In January of this year Charlie came to our office seeking help with his mortgage. In 2013 Charlie’s wife passed away. As a result, his household income fell by almost half, and his mortgage payment of $1,400 per month was more than two-thirds of his remaining income. Despite his best efforts, Charlie had fallen a few months behind on his mortgage payment and he was concerned that his lender might foreclose.

After we met and considered a number of possibilities, Charlie decided that he would like to try to get his mortgage modified to an affordable payment and, at the same time, to put his house on the market so he could move to Florida.
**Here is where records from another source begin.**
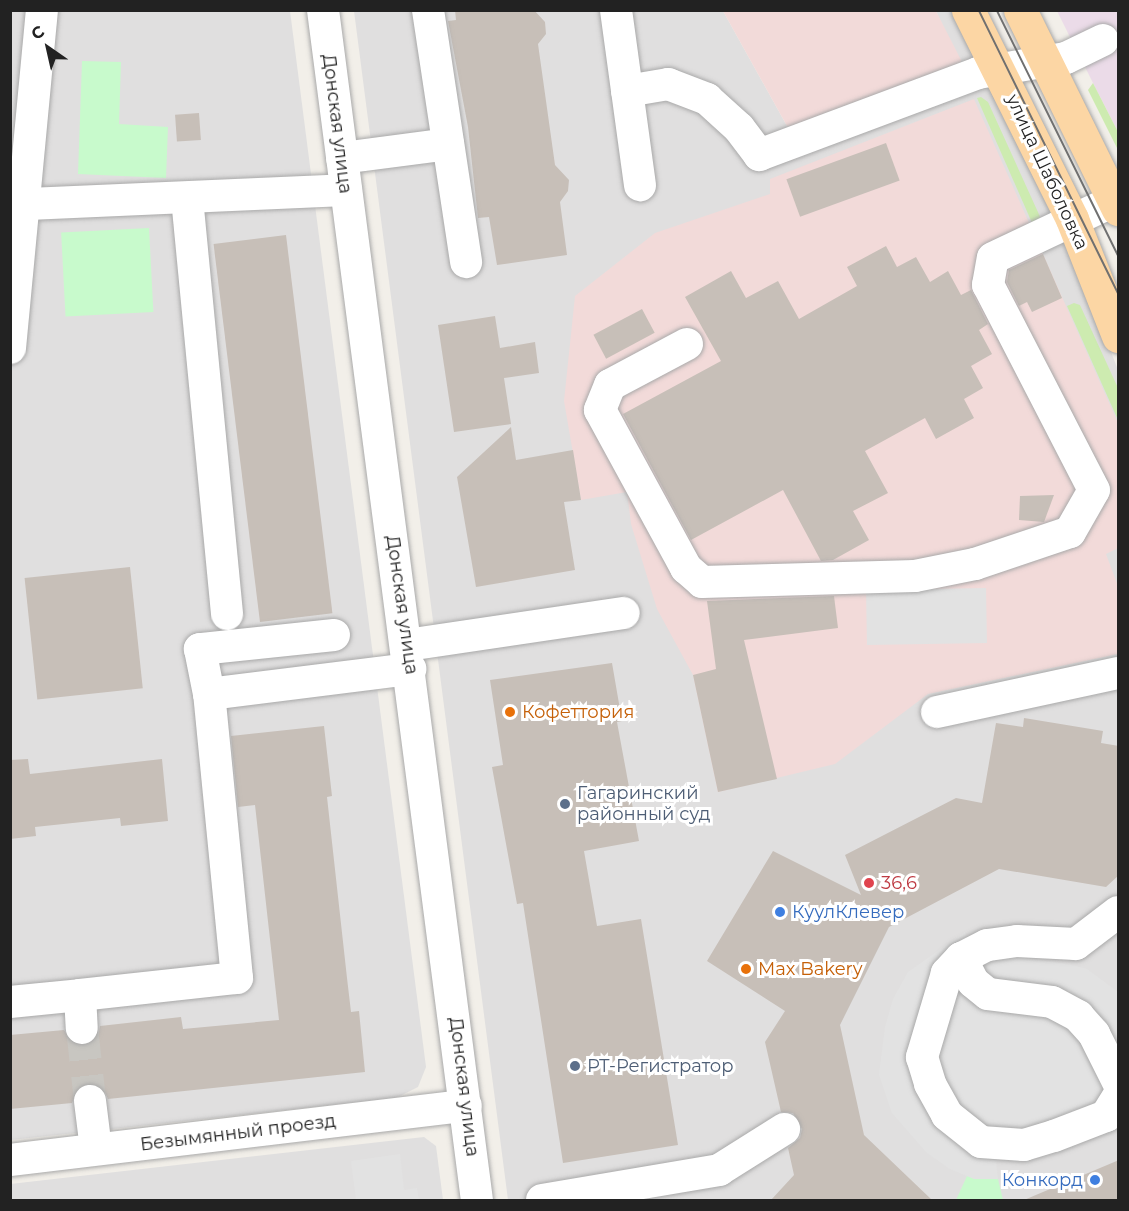 <!DOCTYPE html>
<html>
<head>
<meta charset="utf-8">
<style>
	body { margin:0 }
	#map { position:relative; width:1129px; height:1211px; overflow:hidden; background:#f2efe9; font-family:Montserrat,sans-serif }
	div>[style] { position:absolute }
	.residential>* { inset:0; background:#e0dfdf }
	.commercial>* { inset:0; background:#f2dad9 }
	.industrial>* { inset:0; background:#ebdbe8 }
	.grass>* { inset:0; background:#cdebb0 }
	.park>* { inset:0; background:#c8facc; transform-origin:0 0 }
	.parking>* { inset:0; background:#e2e2e2; transform-origin:0 0 }
	.building>* { inset:0; background:#c7bfb8; transform-origin:0 0 }
	.minor-tunnel>* { height:32px; margin-top:-16px; transform-origin:0; background:repeating-linear-gradient(90deg,#c8c6c1 0 32px,transparent 0 48px) }
	.roads { filter:drop-shadow(0 0 2px #a9a9a9) drop-shadow(0 0 2px #a9a9a9) }
	.minor>* { height:32px; margin:-16px; padding:0 16px; transform-origin:16px; border-radius:16px; background:#fff }
	.major>* { height:33px; margin:-16.5px; padding:0 16.5px; transform-origin:16.5px; border-radius:16.5px; background:#fcd6a4 }
	.tram>* { height:1.5px; margin:-0.75px; padding:0 0.75px; transform-origin:0.75px; border-radius:0.75px; background:#707070 }
	.dots>* { width:16px; height:16px; translate:-50% -50%; box-sizing:border-box; border:3px solid #fff; border-radius:50% }
	span { translate:-50% -50%; white-space:nowrap; text-align:center; line-height:1.15; -webkit-text-stroke:6px #fff; paint-order:stroke }
	.street-label { font-size:18px; color:#222 }
	.food-label { font-size:18px; color:#c56008 }
	.left { translate:0 -50%; text-align:left }
	.service-label { font-size:18px; color:#4e5e75 }
	.health-label { font-size:18px; color:#be3a42 }
	.shop-label { font-size:18px; color:#366cbe }
	.right { translate:-100% -50%; text-align:right }
	.frame { position:absolute; inset:0; border:12px solid #222; pointer-events:none }
	.north { position:absolute; left:18px; top:18px; width:60px; height:60px; -webkit-text-stroke:4px #fff; paint-order:stroke; rotate:326deg; font-size:16px; font-weight:700; line-height:24px; text-align:center; color:#222 }
	.north::after { content:''; display:block; margin:auto; width:21px; height:27px; background:#222; clip-path:polygon(50% 0,100% 100%,50% 72%,0 100%) }
</style>
</head>
<body>
<div id="map">
	<div class="residential">
		<i style="clip-path:polygon(10px 11px,290px 11px,426px 1067px,418px 1087px,396px 1098px,11px 1140px)"></i>
		<i style="clip-path:polygon(354px 11px,723px 11px,787px 126px,960px 64px,936px 11px,955px 11px,1070px 246px,1118px 370px,1118px 1200px,508px 1200px)"></i>
		<i style="clip-path:polygon(424px 1137px,436px 1146px,443px 1200px,11px 1200px,10px 1184px)"></i>
	</div>
	<div class="commercial">
		<i style="clip-path:polygon(723px 11px,936px 11px,961px 60px,960px 64px,799px 127px,787px 126px)"></i>
		<i style="clip-path:polygon(974px 99px,1118px 423px,1118px 548px,1106px 554px,1118px 586px,1118px 654px,928px 694px,835px 764px,718px 792px,693px 675px,657px 609px,631px 524px,627px 492px,581px 500px,564px 401px,575px 296px,655px 233px,770px 194px,770px 179px)"></i>
	</div>
	<div class="industrial">
		<i style="clip-path:polygon(1057px 11px,1118px 11px,1118px 132px,1093px 83px)"></i>
	</div>
	<div class="grass">
		<i style="clip-path:polygon(1093px 83px,1118px 132px,1118px 150px,1088px 90px)"></i>
		<i style="clip-path:polygon(981px 97px,988px 102px,1042px 221px,1033px 225px,977px 98px)"></i>
		<i style="clip-path:polygon(1074px 303px,1080px 305px,1118px 388px,1118px 420px,1067px 306px)"></i>
	</div>
	<div class="park">
		<i style="clip-path:polygon(82px 61px,121px 62px,119px 124px,168px 127px,166px 178px,78px 174px)"></i>
		<i style="left:149px;top:228px;width:84px;height:88px;rotate:87deg"></i>
		<i style="clip-path:polygon(967px 1176px,998px 1179px,1003px 1200px,956px 1200px)"></i>
	</div>
	<div class="parking">
		<i style="left:986px;top:588px;width:55px;height:120px;rotate:89deg"></i>
		<i style="clip-path:polygon(965px 932px,978px 961px,1017px 957px,1068px 964px,1087px 969px,1118px 992px,1118px 1113px,995px 1153px,998px 1179px,974px 1179px,950px 1169px,927px 1153px,892px 1113px,879px 1074px,885px 1027px,893px 999px,908px 972px)"></i>
		<i style="clip-path:polygon(400px 1154px,404px 1190px,417px 1188px,419px 1200px,356px 1200px,351px 1161px)"></i>
	</div>
	<div class="building">
		<i style="clip-path:polygon(455px 10px,534px 10px,545px 22px,546px 34px,538px 44px,555px 165px,569px 180px,568px 191px,560px 202px,567px 255px,497px 265px,489px 217px,478px 218px,468px 127px,448px 21px,456px 20px)"></i>
		<i style="left:199px;top:113px;width:27px;height:24px;rotate:86deg"></i>
		<i style="left:886px;top:143px;width:40px;height:106px;rotate:70deg"></i>
		<i style="left:286px;top:235px;width:381px;height:73px;rotate:83deg"></i>
		<i style="clip-path:polygon(886px 246px,897px 267px,916px 257px,930px 282px,948px 271px,961px 295px,971px 290px,988px 324px,979px 330px,992px 354px,971px 366px,983px 388px,964px 399px,974px 418px,936px 439px,925px 418px,865px 451px,888px 493px,853px 511px,869px 540px,833px 560px,821px 561px,783px 490px,691px 540px,623px 414px,721px 361px,685px 297px,731px 271px,746px 298px,778px 281px,799px 319px,857px 286px,847px 267px)"></i>
		<i style="clip-path:polygon(1043px 254px,1062px 298px,1032px 312px,1027px 302px,1019px 306px,1007px 282px,1009px 270px)"></i>
		<i style="left:642px;top:309px;width:27px;height:55px;rotate:62deg"></i>
		<i style="clip-path:polygon(495px 316px,500px 348px,535px 342px,539px 373px,504px 378px,511px 424px,454px 432px,438px 325px)"></i>
		<i style="clip-path:polygon(511px 427px,516px 460px,573px 450px,581px 500px,564px 502px,575px 570px,476px 587px,457px 477px)"></i>
		<i style="clip-path:polygon(1054px 495px,1044px 522px,1019px 520px,1020px 496px)"></i>
		<i style="left:130px;top:567px;width:122px;height:106px;rotate:84deg"></i>
		<i style="clip-path:polygon(834px 596px,838px 628px,744px 640px,777px 779px,718px 792px,693px 675px,716px 669px,707px 601px)"></i>
		<i style="clip-path:polygon(612px 663px,622px 721px,617px 722px,639px 841px,584px 851px,597px 926px,641px 919px,678px 1145px,563px 1163px,523px 903px,517px 904px,492px 767px,503px 765px,490px 680px)"></i>
		<i style="clip-path:polygon(1024px 718px,1103px 731px,1101px 743px,1119px 746px,1119px 875px,1106px 887px,999px 869px,889px 927px,840px 1025px,864px 1135px,932px 1200px,771px 1200px,794px 1175px,788px 1148px,800px 1138px,802px 1129px,793px 1113px,781px 1112px,765px 1042px,785px 1011px,707px 961px,773px 851px,861px 895px,845px 855px,956px 798px,982px 803px,996px 723px,1023px 727px)"></i>
		<i style="clip-path:polygon(324px 726px,332px 796px,327px 797px,347px 978px,351px 1012px,359px 1011px,365px 1072px,108px 1099px,104px 1090px,88px 1083px,79px 1087px,72px 1103px,10px 1109px,10px 1035px,64px 1030px,73px 1044px,84px 1046px,98px 1037px,100px 1026px,181px 1017px,183px 1029px,279px 1020px,255px 805px,238px 807px,231px 736px)"></i>
		<i style="clip-path:polygon(28px 759px,30px 774px,162px 759px,168px 821px,121px 826px,120px 818px,35px 827px,36px 836px,10px 839px,10px 760px)"></i>
		<i style="clip-path:polygon(1119px 1160px,1119px 1200px,1024px 1200px)"></i>
	</div>
	<div class="minor-tunnel">
		<i style="left:82px;top:1028px;width:73px;rotate:83.7deg"></i>
	</div>
	<div class="roads">
		<div class="minor">
			<i style="left:323px;top:10px;width:1200px;rotate:82.63deg"></i>
			<i style="left:428px;top:10px;width:255px;rotate:81.4deg"></i>
			<i style="left:616px;top:10px;width:177px;rotate:82.2deg"></i>
			<i style="left:627px;top:91px;width:42px;rotate:-9.7deg"></i>
			<i style="left:668px;top:84px;width:42px;rotate:21deg"></i>
			<i style="left:707px;top:99px;width:43px;rotate:42.2deg"></i>
			<i style="left:739px;top:128px;width:34px;rotate:53deg"></i>
			<i style="left:759px;top:155px;width:234px;rotate:-20.5deg"></i>
			<i style="left:978px;top:73px;width:89px;rotate:-9.7deg"></i>
			<i style="left:1066px;top:58px;width:41px;rotate:-25.9deg"></i>
			<i style="left:342px;top:158px;width:107px;rotate:-7.5deg"></i>
			<i style="left:187px;top:198px;width:418px;rotate:84.5deg"></i>
			<i style="left:27px;top:204px;width:319px;rotate:-2.5deg"></i>
			<i style="left:687px;top:344px;width:87px;rotate:152deg"></i>
			<i style="left:610px;top:385px;width:27px;rotate:112deg"></i>
			<i style="left:600px;top:410px;width:180px;rotate:61.4deg"></i>
			<i style="left:686px;top:568px;width:21px;rotate:41deg"></i>
			<i style="left:702px;top:582px;width:213px;rotate:-1.6deg"></i>
			<i style="left:915px;top:576px;width:61px;rotate:-11.3deg"></i>
			<i style="left:975px;top:564px;width:100px;rotate:-18.6deg"></i>
			<i style="left:1070px;top:532px;width:48px;rotate:-60.3deg"></i>
			<i style="left:1094px;top:490px;width:231px;rotate:-117.3deg"></i>
			<i style="left:988px;top:285px;width:27px;rotate:-80deg"></i>
			<i style="left:993px;top:258px;width:138px;rotate:-25.3deg"></i>
			<i style="left:10px;top:348px;width:340px;rotate:-84.6deg"></i>
			<i style="left:334px;top:635px;width:135px;rotate:174deg"></i>
			<i style="left:200px;top:649px;width:46px;rotate:78.7deg"></i>
			<i style="left:209px;top:694px;width:203px;rotate:-7.1deg"></i>
			<i style="left:407px;top:645px;width:219px;rotate:-8.4deg"></i>
			<i style="left:937px;top:712px;width:185px;rotate:-12.2deg"></i>
			<i style="left:1118px;top:912px;width:53px;rotate:142.7deg"></i>
			<i style="left:1076px;top:944px;width:59px;rotate:-177.1deg"></i>
			<i style="left:1017px;top:941px;width:30px;rotate:172deg"></i>
			<i style="left:987px;top:945px;width:29px;rotate:153deg"></i>
			<i style="left:961px;top:958px;width:21px;rotate:133deg"></i>
			<i style="left:947px;top:973px;width:88px;rotate:106.6deg"></i>
			<i style="left:922px;top:1057px;width:28px;rotate:73deg"></i>
			<i style="left:930px;top:1084px;width:35px;rotate:61deg"></i>
			<i style="left:947px;top:1115px;width:43px;rotate:38.5deg"></i>
			<i style="left:981px;top:1142px;width:43px;rotate:4deg"></i>
			<i style="left:1024px;top:1145px;width:31px;rotate:-17deg"></i>
			<i style="left:1054px;top:1136px;width:56px;rotate:-21deg"></i>
			<i style="left:1106px;top:1116px;width:22px;rotate:-58deg"></i>
			<i style="left:961px;top:958px;width:27px;rotate:63deg"></i>
			<i style="left:973px;top:982px;width:19px;rotate:39deg"></i>
			<i style="left:988px;top:994px;width:64px;rotate:7.1deg"></i>
			<i style="left:1052px;top:1002px;width:30px;rotate:28deg"></i>
			<i style="left:1078px;top:1016px;width:24px;rotate:48deg"></i>
			<i style="left:1094px;top:1034px;width:54px;rotate:63.4deg"></i>
			<i style="left:80px;top:995px;width:158px;rotate:-6.2deg"></i>
			<i style="left:237px;top:978px;width:285px;rotate:-95.6deg"></i>
			<i style="left:10px;top:1002px;width:70px;rotate:-5.7deg"></i>
			<i style="left:80px;top:995px;width:33px;rotate:87deg"></i>
			<i style="left:90px;top:1101px;width:48px;rotate:82.9deg"></i>
			<i style="left:10px;top:1160px;width:459px;rotate:-6.8deg"></i>
			<i style="left:542px;top:1200px;width:180px;rotate:-9.6deg"></i>
			<i style="left:719px;top:1170px;width:77px;rotate:-32.2deg"></i>
		</div>
		<div class="major">
			<i style="left:968px;top:10px;width:233px;rotate:63.5deg"></i>
			<i style="left:1072px;top:219px;width:126px;rotate:68.5deg"></i>
			<i style="left:1020px;top:10px;width:222px;rotate:63.8deg"></i>
		</div>
	</div>
	<div class="tram">
		<i style="left:979px;top:10px;width:315px;rotate:63.8deg"></i>
		<i style="left:997px;top:10px;width:273px;rotate:63.7deg"></i>
	</div>
	<div class="dots">
		<i style="left:510px;top:712px;background:#e8710a"></i>
		<i style="left:565px;top:804px;background:#5c6f8a"></i>
		<i style="left:869px;top:883px;background:#e0444e"></i>
		<i style="left:780px;top:912px;background:#3f7fe0"></i>
		<i style="left:746px;top:969px;background:#e8710a"></i>
		<i style="left:575px;top:1066px;background:#5c6f8a"></i>
		<i style="left:1095px;top:1180px;background:#3f7fe0"></i>
	</div>
	<div class="street-label">
		<span style="left:337px;top:124px;rotate:83deg">Донская улица</span>
		<span style="left:1047px;top:172px;rotate:65deg">улица Шаболовка</span>
		<span style="left:402px;top:605px;rotate:82deg">Донская улица</span>
		<span style="left:464px;top:1087px;rotate:83deg">Донская улица</span>
		<span style="left:238px;top:1133px;rotate:-7deg">Безымянный проезд</span>
	</div>
	<div class="food-label">
		<span class="left" style="left:522px;top:712px">Кофеттория</span>
		<span class="left" style="left:758px;top:969px">Max Bakery</span>
	</div>
	<div class="service-label">
		<span class="left" style="left:577px;top:804px">Гагаринский<br>районный суд</span>
		<span class="left" style="left:587px;top:1066px">РТ-Регистратор</span>
	</div>
	<div class="health-label">
		<span class="left" style="left:881px;top:883px">36,6</span>
	</div>
	<div class="shop-label">
		<span class="left" style="left:792px;top:912px">КуулКлевер</span>
		<span class="right" style="left:1083px;top:1180px">Конкорд</span>
	</div>
	<div class="frame"></div>
	<div class="north">С</div>
</div>
</body>
</html>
After a month or so, Charlie’s bank offered him a modification. Unfortunately, the modified payment was only about $200 lower than the original payment. So, while Charlie would be current on his payments, his home was not sustainably affordable. Charlie was concerned that he was going to have to accept the first offer on his house – even if it was lower than the house is really worth – in order to move on with his life. That’s when we decided to see if there was something else we could do to make Charlie’s payments more affordable.

I called the tax collector in Charlie’s home town and asked her whether the town offered a discount on property taxes for senior citizens. In fact, they do. Although the application process seemed daunting to Charlie, with a little encouragement from me, he agreed to at least try.

The first application Charlie made to the town was incomplete, but with some more coaching on my part he submitted a completed application on the second try. Then we heard nothing about the application for a few weeks. So I started making weekly calls to the town’s tax clerk.

In the end, we got a great result: Charlie’s annual tax bill was cut from almost $7,000 to $1800, which, together with the loan modification, lowered his monthly payment from the original $1400 to around $780, which he can now afford.

Charlie is now able to hold out for what he thinks is a fair price for his home, and he can devote the time and energy he had been using to worry about his mortgage payments to planning the next chapter of his life.

There are obviously limits – imposed by time and other resources – that prevent housing counselors from being able to help with all of the situations our clients might face. But it is refreshing and encouraging when a little bit of extra effort can deliver a big improvement.